=== What this task involves ===
Using the entries that follow, write out the line containing "content:''; display:block; margin:auto;", the line containing "function drawText(font, color, halo, rows, align", and every line between them, exactly and nothing else.

=== Task inputs ===
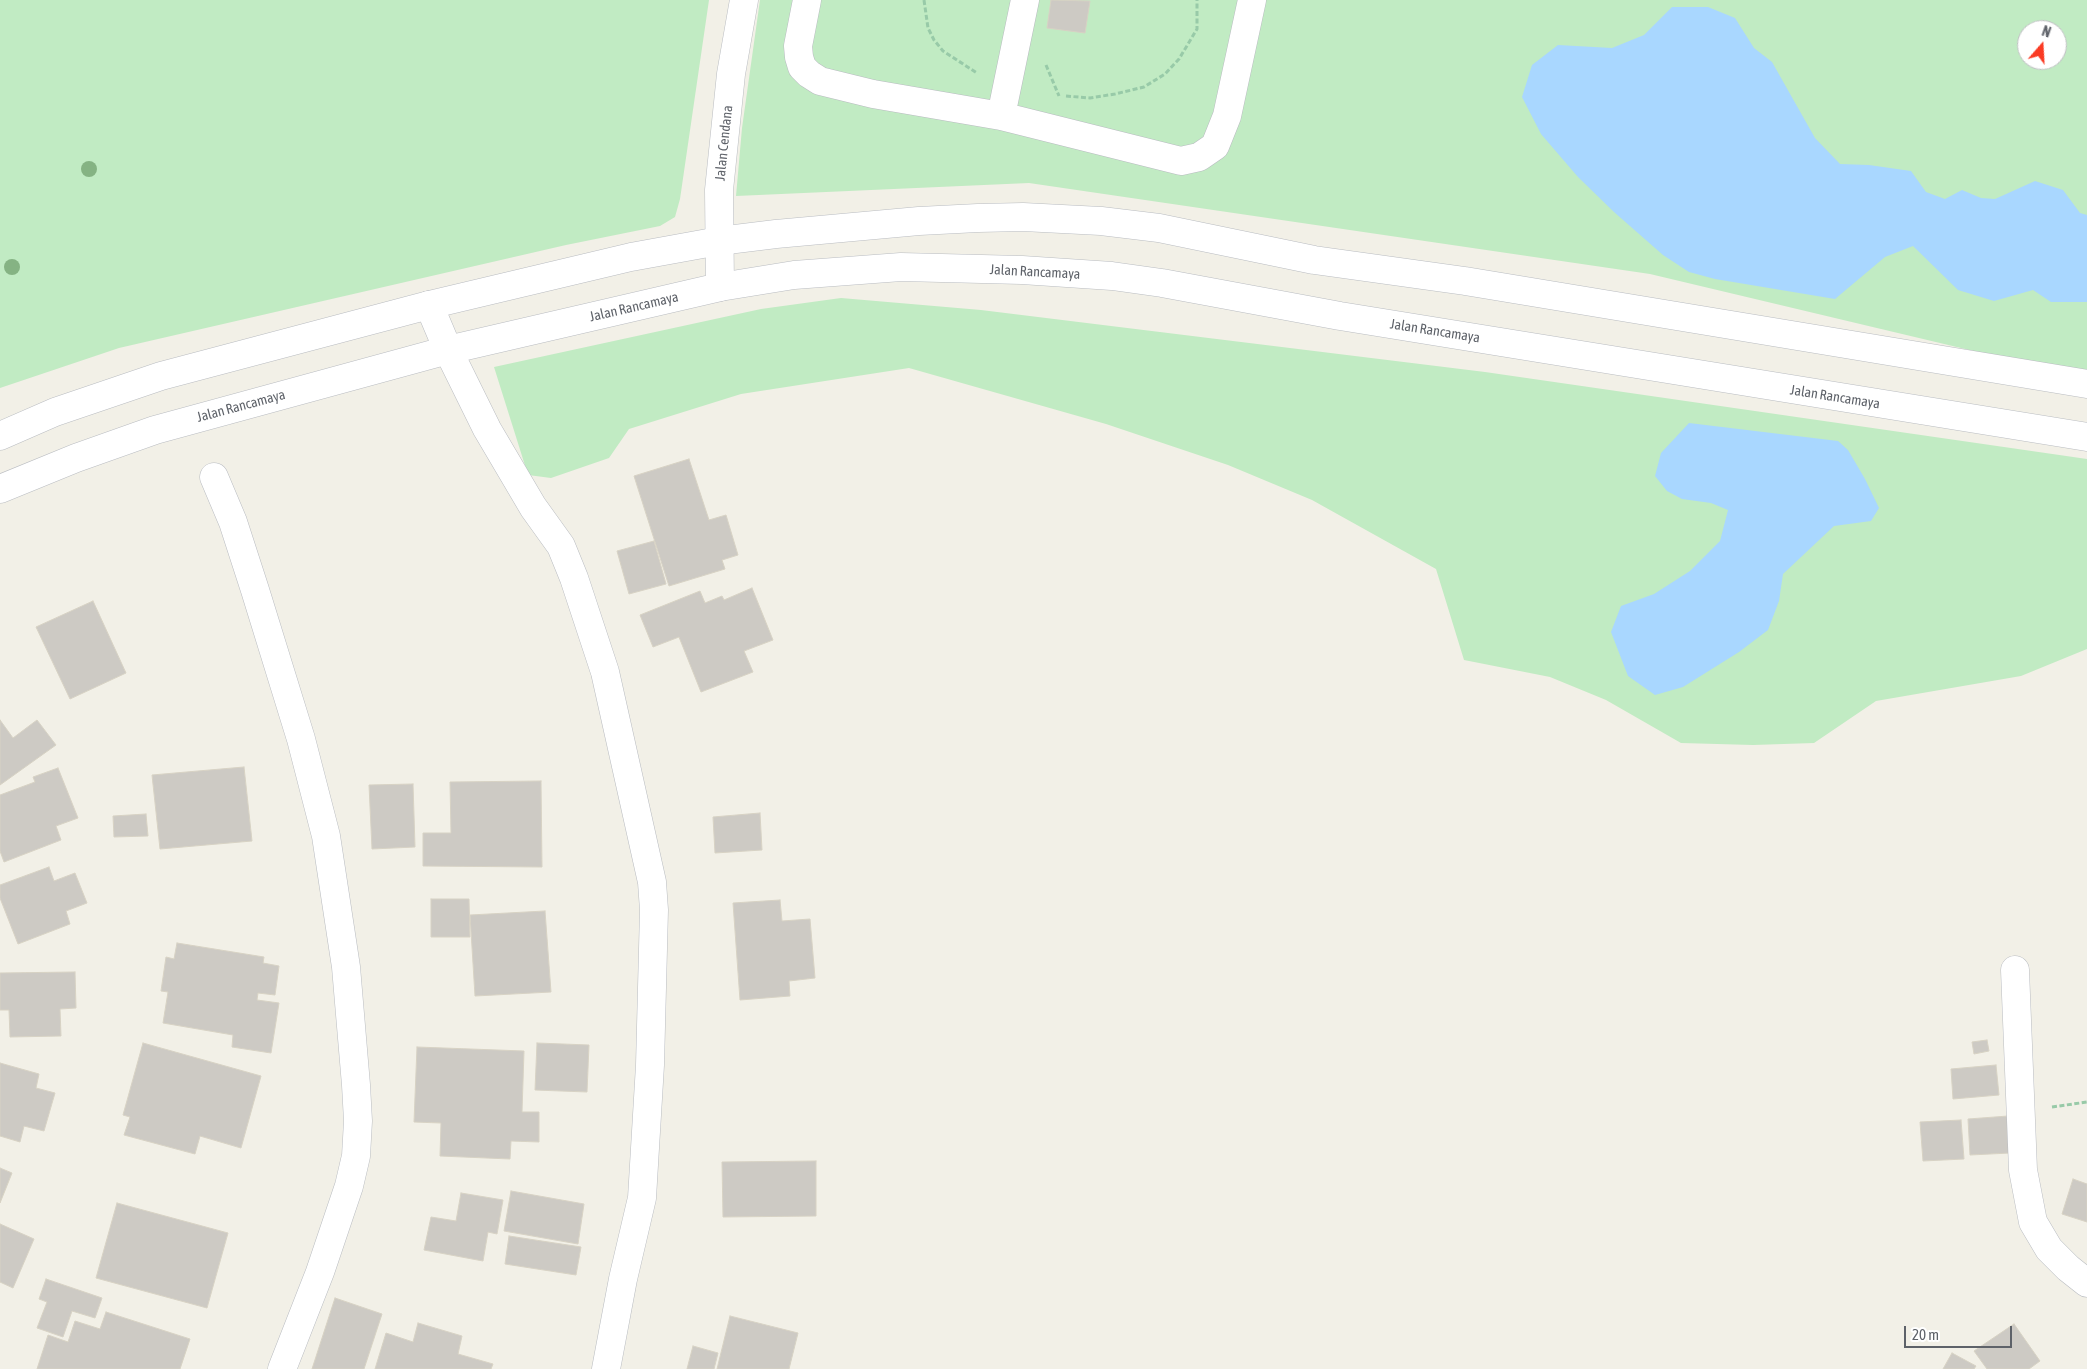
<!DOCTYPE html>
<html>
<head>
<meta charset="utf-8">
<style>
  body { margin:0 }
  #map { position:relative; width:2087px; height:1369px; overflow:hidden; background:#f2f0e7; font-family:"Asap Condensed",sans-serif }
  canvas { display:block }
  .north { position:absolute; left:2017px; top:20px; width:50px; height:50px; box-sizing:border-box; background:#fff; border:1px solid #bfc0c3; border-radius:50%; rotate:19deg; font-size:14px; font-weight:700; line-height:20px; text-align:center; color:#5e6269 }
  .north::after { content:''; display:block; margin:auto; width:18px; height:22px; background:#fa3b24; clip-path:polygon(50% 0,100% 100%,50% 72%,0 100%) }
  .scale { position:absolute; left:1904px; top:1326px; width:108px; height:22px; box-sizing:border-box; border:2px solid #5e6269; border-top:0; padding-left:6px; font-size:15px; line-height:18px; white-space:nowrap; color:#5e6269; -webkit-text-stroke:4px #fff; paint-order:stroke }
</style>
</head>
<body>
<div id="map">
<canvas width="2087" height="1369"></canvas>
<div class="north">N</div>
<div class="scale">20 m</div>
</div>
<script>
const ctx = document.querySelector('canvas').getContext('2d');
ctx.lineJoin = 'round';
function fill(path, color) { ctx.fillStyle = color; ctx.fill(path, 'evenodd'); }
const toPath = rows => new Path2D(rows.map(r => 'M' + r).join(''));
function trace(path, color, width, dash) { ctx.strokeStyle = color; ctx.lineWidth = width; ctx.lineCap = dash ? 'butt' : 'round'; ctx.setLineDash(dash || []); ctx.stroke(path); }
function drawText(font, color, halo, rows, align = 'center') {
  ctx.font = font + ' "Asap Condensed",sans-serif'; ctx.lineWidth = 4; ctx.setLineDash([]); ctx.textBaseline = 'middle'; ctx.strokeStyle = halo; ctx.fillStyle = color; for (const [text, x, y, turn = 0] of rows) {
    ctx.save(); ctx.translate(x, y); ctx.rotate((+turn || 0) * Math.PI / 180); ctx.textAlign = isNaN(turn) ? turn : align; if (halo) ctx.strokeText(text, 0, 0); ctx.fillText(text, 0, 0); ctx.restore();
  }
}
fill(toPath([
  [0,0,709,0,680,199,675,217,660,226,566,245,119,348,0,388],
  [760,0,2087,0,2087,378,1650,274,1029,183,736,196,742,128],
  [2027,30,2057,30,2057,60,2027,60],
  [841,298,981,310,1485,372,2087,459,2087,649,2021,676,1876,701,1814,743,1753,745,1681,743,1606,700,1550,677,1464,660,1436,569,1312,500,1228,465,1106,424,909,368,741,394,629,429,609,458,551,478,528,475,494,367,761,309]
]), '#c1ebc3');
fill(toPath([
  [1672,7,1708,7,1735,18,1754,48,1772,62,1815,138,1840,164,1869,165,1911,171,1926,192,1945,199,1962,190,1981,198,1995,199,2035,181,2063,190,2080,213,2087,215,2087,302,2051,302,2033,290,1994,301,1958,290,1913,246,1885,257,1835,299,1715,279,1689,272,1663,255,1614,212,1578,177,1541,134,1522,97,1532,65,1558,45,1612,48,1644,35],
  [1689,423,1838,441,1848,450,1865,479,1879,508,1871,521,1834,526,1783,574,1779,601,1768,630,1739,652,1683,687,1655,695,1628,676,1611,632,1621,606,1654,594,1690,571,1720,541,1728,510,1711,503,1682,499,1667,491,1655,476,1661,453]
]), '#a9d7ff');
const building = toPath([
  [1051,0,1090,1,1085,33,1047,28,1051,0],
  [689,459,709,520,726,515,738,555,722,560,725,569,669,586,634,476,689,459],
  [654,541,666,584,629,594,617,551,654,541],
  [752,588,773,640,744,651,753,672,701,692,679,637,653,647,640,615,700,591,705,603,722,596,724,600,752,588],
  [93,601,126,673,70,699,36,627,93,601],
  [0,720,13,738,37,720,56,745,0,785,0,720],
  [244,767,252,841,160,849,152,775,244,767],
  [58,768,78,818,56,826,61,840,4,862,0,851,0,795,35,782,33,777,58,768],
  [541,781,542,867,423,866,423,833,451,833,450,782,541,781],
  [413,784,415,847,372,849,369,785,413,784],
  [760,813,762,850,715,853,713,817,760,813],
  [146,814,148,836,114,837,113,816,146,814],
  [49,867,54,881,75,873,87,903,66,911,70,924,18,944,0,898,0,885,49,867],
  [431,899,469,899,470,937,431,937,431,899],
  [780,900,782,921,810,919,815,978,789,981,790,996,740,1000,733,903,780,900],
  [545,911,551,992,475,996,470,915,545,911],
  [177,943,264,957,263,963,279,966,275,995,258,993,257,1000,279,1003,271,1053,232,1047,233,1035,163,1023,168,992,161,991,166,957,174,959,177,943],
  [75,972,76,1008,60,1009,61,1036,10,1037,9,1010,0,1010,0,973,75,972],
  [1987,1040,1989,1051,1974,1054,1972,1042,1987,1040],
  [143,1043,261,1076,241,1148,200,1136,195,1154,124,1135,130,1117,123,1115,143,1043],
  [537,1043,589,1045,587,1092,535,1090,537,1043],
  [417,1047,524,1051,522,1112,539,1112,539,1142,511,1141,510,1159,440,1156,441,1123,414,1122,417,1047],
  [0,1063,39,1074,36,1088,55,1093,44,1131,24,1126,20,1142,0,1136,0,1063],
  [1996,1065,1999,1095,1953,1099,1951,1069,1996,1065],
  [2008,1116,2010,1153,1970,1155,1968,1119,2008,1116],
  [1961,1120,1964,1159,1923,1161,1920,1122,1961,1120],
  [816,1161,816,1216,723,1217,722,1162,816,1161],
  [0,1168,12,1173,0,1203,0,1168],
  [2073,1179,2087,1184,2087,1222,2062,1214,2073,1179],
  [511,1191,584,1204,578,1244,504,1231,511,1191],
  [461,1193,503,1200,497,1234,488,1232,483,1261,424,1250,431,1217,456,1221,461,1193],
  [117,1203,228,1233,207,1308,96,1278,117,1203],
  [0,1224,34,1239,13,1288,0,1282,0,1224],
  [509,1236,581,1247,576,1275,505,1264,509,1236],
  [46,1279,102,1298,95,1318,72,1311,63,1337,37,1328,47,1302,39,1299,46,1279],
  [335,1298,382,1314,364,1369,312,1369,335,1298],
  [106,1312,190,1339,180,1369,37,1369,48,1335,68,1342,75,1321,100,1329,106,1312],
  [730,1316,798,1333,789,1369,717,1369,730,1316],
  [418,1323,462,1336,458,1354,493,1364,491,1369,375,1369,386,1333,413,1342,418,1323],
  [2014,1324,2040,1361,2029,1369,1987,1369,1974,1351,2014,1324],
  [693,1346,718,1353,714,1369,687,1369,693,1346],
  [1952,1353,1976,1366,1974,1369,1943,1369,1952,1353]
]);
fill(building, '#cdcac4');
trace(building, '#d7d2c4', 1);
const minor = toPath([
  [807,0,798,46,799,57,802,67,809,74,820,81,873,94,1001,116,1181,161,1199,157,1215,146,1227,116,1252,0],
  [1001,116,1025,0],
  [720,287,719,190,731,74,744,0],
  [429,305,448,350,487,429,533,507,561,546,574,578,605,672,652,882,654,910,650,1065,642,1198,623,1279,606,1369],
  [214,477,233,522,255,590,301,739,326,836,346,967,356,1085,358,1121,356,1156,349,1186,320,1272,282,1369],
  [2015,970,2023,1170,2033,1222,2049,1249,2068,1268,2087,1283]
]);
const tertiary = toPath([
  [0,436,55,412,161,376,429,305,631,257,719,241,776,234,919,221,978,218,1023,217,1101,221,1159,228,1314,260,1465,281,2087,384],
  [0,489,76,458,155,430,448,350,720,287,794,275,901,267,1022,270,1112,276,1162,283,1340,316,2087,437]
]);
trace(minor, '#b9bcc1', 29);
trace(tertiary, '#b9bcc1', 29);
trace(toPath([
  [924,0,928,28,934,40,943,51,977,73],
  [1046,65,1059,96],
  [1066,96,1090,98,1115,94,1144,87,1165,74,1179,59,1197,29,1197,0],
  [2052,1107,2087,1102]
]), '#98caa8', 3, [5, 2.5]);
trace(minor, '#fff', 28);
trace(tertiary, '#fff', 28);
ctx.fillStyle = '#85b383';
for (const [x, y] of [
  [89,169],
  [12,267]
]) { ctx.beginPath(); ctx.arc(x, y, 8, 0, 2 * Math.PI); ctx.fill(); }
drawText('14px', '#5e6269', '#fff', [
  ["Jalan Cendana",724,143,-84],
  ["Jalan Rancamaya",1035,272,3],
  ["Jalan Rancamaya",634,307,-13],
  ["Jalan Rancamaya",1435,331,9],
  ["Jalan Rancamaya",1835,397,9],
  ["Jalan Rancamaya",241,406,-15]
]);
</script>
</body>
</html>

=== Reply ===
  .north::after { content:''; display:block; margin:auto; width:18px; height:22px; background:#fa3b24; clip-path:polygon(50% 0,100% 100%,50% 72%,0 100%) }
  .scale { position:absolute; left:1904px; top:1326px; width:108px; height:22px; box-sizing:border-box; border:2px solid #5e6269; border-top:0; padding-left:6px; font-size:15px; line-height:18px; white-space:nowrap; color:#5e6269; -webkit-text-stroke:4px #fff; paint-order:stroke }
</style>
</head>
<body>
<div id="map">
<canvas width="2087" height="1369"></canvas>
<div class="north">N</div>
<div class="scale">20 m</div>
</div>
<script>
const ctx = document.querySelector('canvas').getContext('2d');
ctx.lineJoin = 'round';
function fill(path, color) { ctx.fillStyle = color; ctx.fill(path, 'evenodd'); }
const toPath = rows => new Path2D(rows.map(r => 'M' + r).join(''));
function trace(path, color, width, dash) { ctx.strokeStyle = color; ctx.lineWidth = width; ctx.lineCap = dash ? 'butt' : 'round'; ctx.setLineDash(dash || []); ctx.stroke(path); }
function drawText(font, color, halo, rows, align = 'center') {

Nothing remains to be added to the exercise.